Risk is a concept that everyone understands and almost no one evaluates very well. Risk is a function of both the likelihood that something will happen and the consequences that result if it does. When evaluating risks we always seem to be more focused on one or the other.
For example, driving without your seatbelt entails a risk. Those who do usually focus on the likelihood of getting into an accident: “I’m just going around the corner”, rather than the consequence, which could be serious injury or death. Conversely, the decision to buy a lottery ticket is usually based on the consequence, “I could be a millionaire!”, rather than the likelihood of it happening, which is extremely low.

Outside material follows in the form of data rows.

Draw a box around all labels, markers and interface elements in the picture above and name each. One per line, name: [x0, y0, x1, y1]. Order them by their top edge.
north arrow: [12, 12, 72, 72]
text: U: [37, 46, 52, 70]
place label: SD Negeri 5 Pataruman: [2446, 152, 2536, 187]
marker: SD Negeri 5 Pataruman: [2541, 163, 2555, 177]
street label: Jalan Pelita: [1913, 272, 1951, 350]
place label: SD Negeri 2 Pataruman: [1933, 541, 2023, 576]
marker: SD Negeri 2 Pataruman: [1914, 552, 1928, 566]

Correctly evaluating risk requires an honest consideration of both likelihood and consequence. Statisticians, mathematicians and actuaries examine joint probabilities to evaluate risk. Simply put, they multiply the probabilities together to evaluate the possible outcomes. So if you are faced with a financial investment choice that has a 25% chance of paying $10,000 or a 10% chance of paying $25,000, your financial risk is the same (because 0.25 x 10,000 and 0.10 x 2,500 both equal 2500, your theoretical pay-off). Simple.
Things get complicated because there is often uncertainty (or in a mathematical sense, distributions) associated with both the likelihoods and consequences, and complex decisions often involve a cascade of nested or otherwise related risk assessments.
Keeping the math straight is the job of decision models, and making it transparent is the job of (good) modelers.